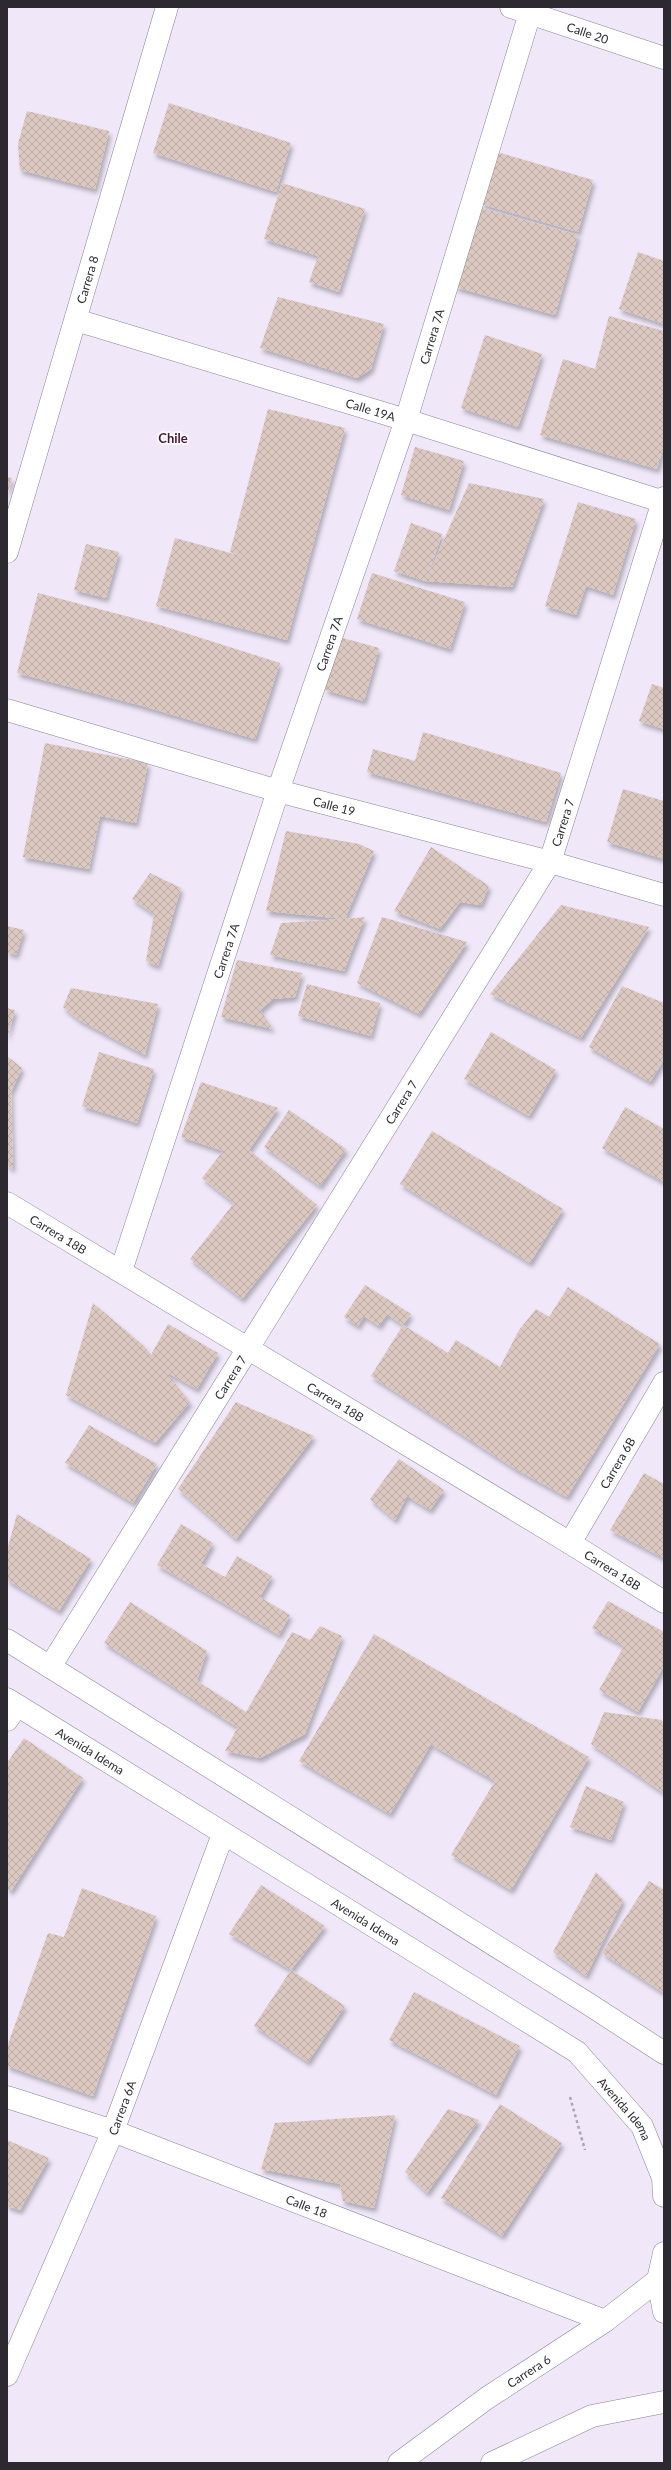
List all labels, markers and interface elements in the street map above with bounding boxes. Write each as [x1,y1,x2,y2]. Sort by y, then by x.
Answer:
street label: Calle 20 [565,19,611,47]
street label: Carrera 8 [73,254,101,305]
street label: Carrera 7A [416,306,447,366]
street label: Calle 19A [344,395,398,424]
district label: Chile [158,430,188,446]
street label: Carrera 7A [312,613,346,673]
street label: Calle 19 [312,793,357,818]
street label: Carrera 7 [548,797,577,848]
street label: Carrera 7A [210,920,242,980]
street label: Carrera 7 [382,1077,420,1127]
street label: Carrera 18B [27,1211,90,1257]
street label: Carrera 7 [211,1352,249,1402]
street label: Carrera 18B [304,1379,367,1425]
street label: Carrera 6B [596,1434,638,1491]
street label: Carrera 18B [582,1546,644,1593]
street label: Avenida Idema [53,1724,127,1777]
street label: Avenida Idema [329,1894,403,1948]
street label: Avenida Idema [595,2074,655,2143]
street label: Carrera 6A [105,2077,139,2137]
street label: Calle 18 [284,2191,330,2221]
street label: Carrera 6 [504,2351,553,2391]

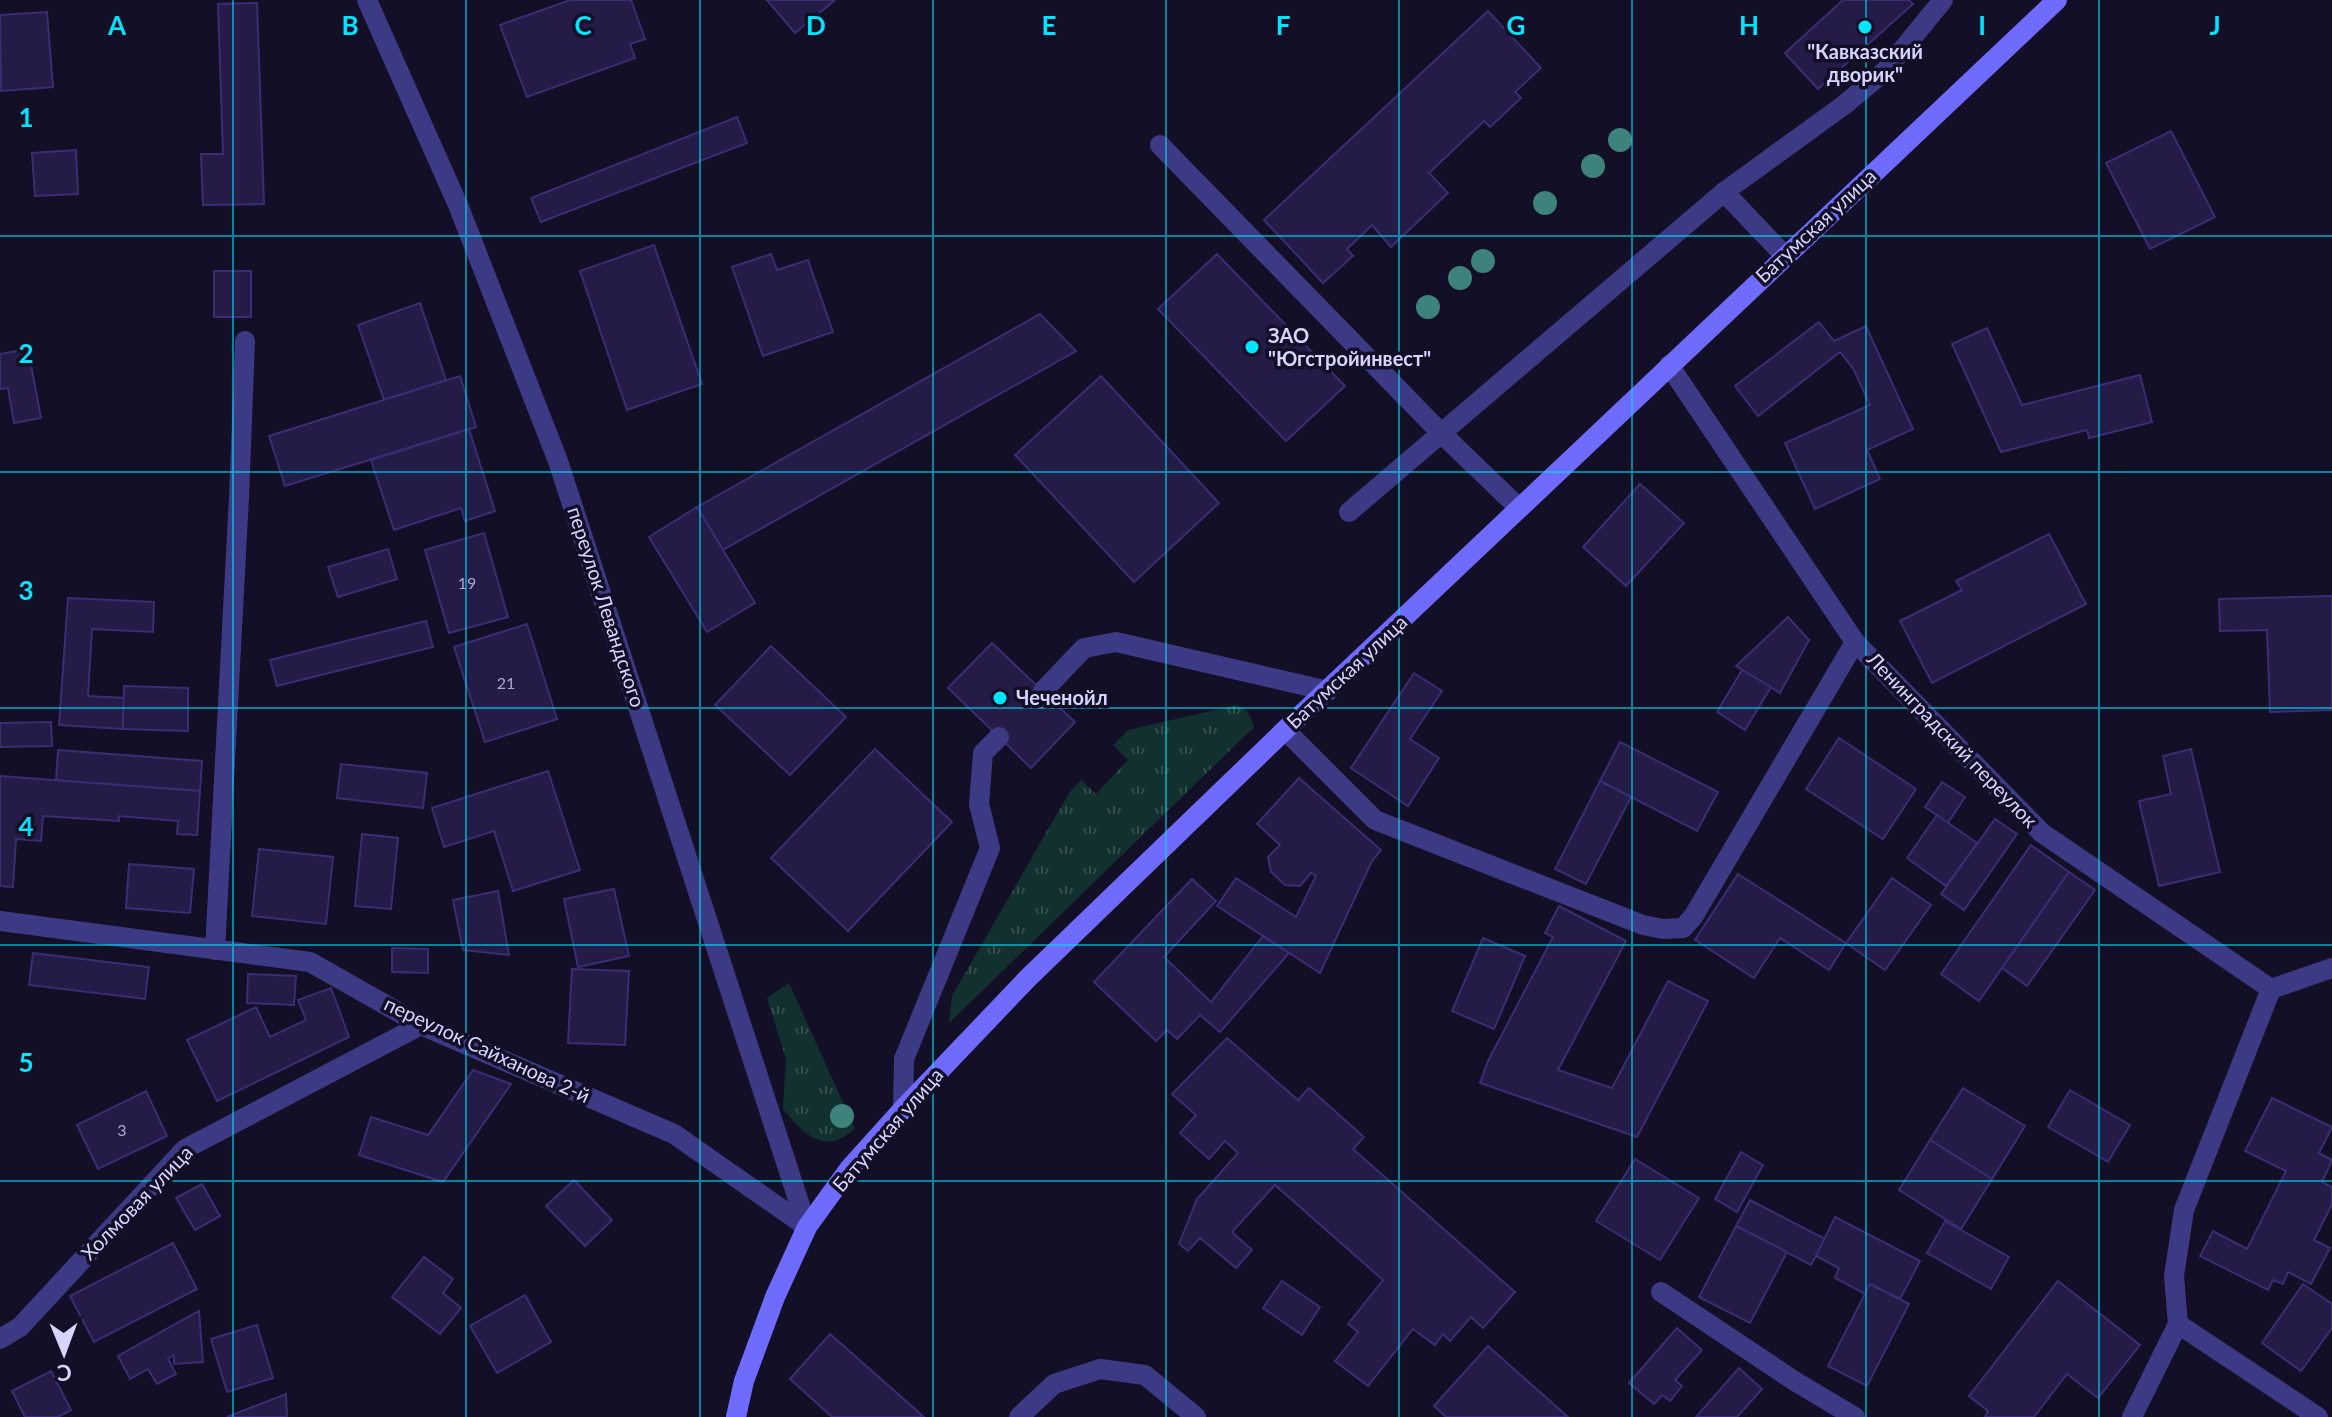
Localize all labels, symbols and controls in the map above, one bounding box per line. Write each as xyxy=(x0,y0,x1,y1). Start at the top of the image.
text: A xyxy=(107,9,127,41)
text: B xyxy=(341,9,359,41)
text: C xyxy=(574,9,592,41)
text: D xyxy=(806,9,826,41)
text: E xyxy=(1042,9,1056,41)
text: F xyxy=(1276,9,1290,41)
text: G xyxy=(1507,9,1525,41)
text: H xyxy=(1739,9,1759,41)
text: I xyxy=(1978,9,1986,41)
text: J xyxy=(2209,9,2221,41)
marker: "Кавказский дворик" xyxy=(1856,18,1874,36)
place label: "Кавказский дворик" xyxy=(1807,39,1923,86)
text: 1 xyxy=(18,101,34,133)
street label: Батумская улица xyxy=(1750,163,1881,287)
place label: ЗАО "Югстройинвест" xyxy=(1268,323,1431,370)
text: 2 xyxy=(18,337,34,369)
marker: ЗАО "Югстройинвест" xyxy=(1243,338,1261,356)
street label: переулок Левандского xyxy=(563,503,651,710)
house number: 19 xyxy=(458,573,476,592)
text: 3 xyxy=(18,574,34,606)
street label: Батумская улица xyxy=(1281,609,1412,733)
street label: Ленинградский переулок xyxy=(1862,646,2043,832)
house number: 21 xyxy=(497,673,515,692)
place label: Чеченойл xyxy=(1016,685,1108,709)
marker: Чеченойл xyxy=(991,689,1009,707)
text: 4 xyxy=(18,810,34,842)
street label: переулок Сайханова 2-й xyxy=(381,991,594,1107)
text: 5 xyxy=(18,1046,34,1078)
street label: Батумская улица xyxy=(827,1063,947,1196)
house number: 3 xyxy=(117,1120,127,1139)
street label: Холмовая улица xyxy=(76,1140,197,1265)
north arrow xyxy=(24,1313,104,1393)
text: С xyxy=(56,1360,72,1387)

---

(What is expected):
This task calls for each line of the material that contains "Avenida".

(Exercise response):
street label: Avenida Idema [53,1724,127,1777]
street label: Avenida Idema [329,1894,403,1948]
street label: Avenida Idema [595,2074,655,2143]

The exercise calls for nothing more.